Histopathologic findings from the hysterectomy specimen were used as the gold standard for determining the sensitivity and specificity of cytology, which were calculated in 2 ways: 1) using only positive cytologic diagnoses as evidence of malignancy, and 2) using both positive and atypical cytology diagnoses as an indicator of malignancy. Hysterectomy diagnoses of cancer and complex hyperplasia with atypia were considered positive for statistical purposes. Statistical analysis was performed with SPSS for Windows software (version 11.5; SPSS Inc, Chicago, Ill) using the Student t test for paired data and McNemar test, as appropriate. All tests were 2-tailed, and a P value <.05 was considered statistically significant.

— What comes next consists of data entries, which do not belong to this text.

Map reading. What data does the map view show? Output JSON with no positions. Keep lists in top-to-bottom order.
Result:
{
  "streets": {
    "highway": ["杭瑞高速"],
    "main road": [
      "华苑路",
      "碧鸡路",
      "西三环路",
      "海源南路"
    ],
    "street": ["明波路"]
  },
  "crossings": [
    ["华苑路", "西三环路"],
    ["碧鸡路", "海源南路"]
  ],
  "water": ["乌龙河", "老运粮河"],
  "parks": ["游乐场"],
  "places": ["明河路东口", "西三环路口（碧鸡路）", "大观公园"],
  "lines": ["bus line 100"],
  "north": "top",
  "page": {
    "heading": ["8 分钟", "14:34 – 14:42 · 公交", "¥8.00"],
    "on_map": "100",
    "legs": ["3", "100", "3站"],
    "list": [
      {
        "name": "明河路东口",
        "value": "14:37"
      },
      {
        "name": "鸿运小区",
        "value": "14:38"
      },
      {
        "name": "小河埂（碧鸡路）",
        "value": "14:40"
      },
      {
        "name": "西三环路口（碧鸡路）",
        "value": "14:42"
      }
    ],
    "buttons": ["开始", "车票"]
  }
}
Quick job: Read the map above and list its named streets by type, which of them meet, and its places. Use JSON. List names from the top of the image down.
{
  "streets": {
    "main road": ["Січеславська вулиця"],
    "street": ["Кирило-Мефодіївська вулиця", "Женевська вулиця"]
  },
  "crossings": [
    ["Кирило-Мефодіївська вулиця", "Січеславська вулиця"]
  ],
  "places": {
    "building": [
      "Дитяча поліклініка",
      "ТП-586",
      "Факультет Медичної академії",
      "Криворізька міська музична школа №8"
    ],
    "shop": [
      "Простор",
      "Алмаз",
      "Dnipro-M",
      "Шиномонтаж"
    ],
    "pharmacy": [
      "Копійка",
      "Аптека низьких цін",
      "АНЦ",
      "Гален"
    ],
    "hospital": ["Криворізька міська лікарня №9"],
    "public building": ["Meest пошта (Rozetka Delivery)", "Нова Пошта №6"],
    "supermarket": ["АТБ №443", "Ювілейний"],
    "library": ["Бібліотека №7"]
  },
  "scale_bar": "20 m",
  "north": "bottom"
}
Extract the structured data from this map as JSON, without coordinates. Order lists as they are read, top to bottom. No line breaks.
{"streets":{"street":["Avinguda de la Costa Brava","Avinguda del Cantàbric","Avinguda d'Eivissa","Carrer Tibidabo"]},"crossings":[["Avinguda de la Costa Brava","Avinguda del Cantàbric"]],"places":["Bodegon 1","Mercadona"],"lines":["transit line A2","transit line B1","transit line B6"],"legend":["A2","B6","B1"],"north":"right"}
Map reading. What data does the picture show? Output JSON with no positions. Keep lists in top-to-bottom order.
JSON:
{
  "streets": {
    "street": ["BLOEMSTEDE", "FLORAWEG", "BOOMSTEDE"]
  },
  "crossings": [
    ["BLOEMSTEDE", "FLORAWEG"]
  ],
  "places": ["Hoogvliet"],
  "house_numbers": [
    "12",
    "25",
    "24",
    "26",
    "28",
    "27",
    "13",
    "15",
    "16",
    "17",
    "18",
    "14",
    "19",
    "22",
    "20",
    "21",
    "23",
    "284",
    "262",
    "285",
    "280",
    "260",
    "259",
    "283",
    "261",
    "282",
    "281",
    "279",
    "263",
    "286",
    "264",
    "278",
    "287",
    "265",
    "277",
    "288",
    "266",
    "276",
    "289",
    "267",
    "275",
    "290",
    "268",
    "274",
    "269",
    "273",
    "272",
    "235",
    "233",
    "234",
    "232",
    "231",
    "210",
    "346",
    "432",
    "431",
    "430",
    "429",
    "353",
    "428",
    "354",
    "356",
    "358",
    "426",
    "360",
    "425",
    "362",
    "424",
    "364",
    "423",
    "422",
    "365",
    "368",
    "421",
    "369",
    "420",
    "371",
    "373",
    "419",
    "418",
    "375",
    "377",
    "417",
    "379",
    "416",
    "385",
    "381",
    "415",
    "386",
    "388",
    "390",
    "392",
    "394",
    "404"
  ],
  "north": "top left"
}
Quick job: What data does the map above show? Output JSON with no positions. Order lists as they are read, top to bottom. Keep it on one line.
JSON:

The study comprised a total of 139 specimens including 81 patients with hysterectomy diagnoses of endometrial cancer, 9 patients with hyperplasia, and 49 patients with benign endometrium, which represented 58%, 6%, and 35% of the population, respectively. The 81 malignant tumors were classified as endometrioid adenocarcinoma (63 patients; 78%) (Fig. 2a), serous adenocarcinoma (7 patients, 9%) (Fig. 2b), mixed endometrioid and serous cancer (3 patients; 4%), mixed serous and clear cell cancer (2 patients ; 2%), carcinosarcoma (2 patients; 2%) (Fig. 2c), clear cell carcinoma (3 patients; 4%) (Fig. 2d), and leiomyosarcoma (1 patient; 1%) (Fig. 2e). The 63 endometrioid tumors consisted of 33 grade 1 tumors, 17 grade 2 tumors, and 13 grade 3 tumors (determined according to the International Federation of Gynecology and Obstetrics grading system). The 9 patients with hyperplasia consisted of 7 (78%) patients with a hysterectomy diagnosis of complex hyperplasia with atypia and 2 (22%) patients with a diagnosis of complex hyperplasia without atypia. The 49 patients with benign endometrium were represented by 26 (53%) patients with proliferative endometrium, 20 (41%) with inactive endometrium, and 3 (6%) with secretory endometrium. Eleven (8%) of the patients with benign endometrium also had an endometrial polyp.
The cytology and corresponding pathology results from the 139 patients are shown in Table 1. Four patients with a nondiagnostic cytology interpretation on the first processed ThinPrep slide were reprocessed by using the glacial acetic methodology. Two of the 4 patients continued with a nondiagnostic cytology result because of inadequate cellularity, excess proteinaceous debris, and blood, whereas the remaining 2 reprocessed specimens had enough cells on the second slide to render a diagnosis. Twenty-nine percent of the 139 specimens were diagnosed as atypical by cytology, whereas 43% and 27% of cytology specimens were diagnosed as positive and negative for malignancy, respectively.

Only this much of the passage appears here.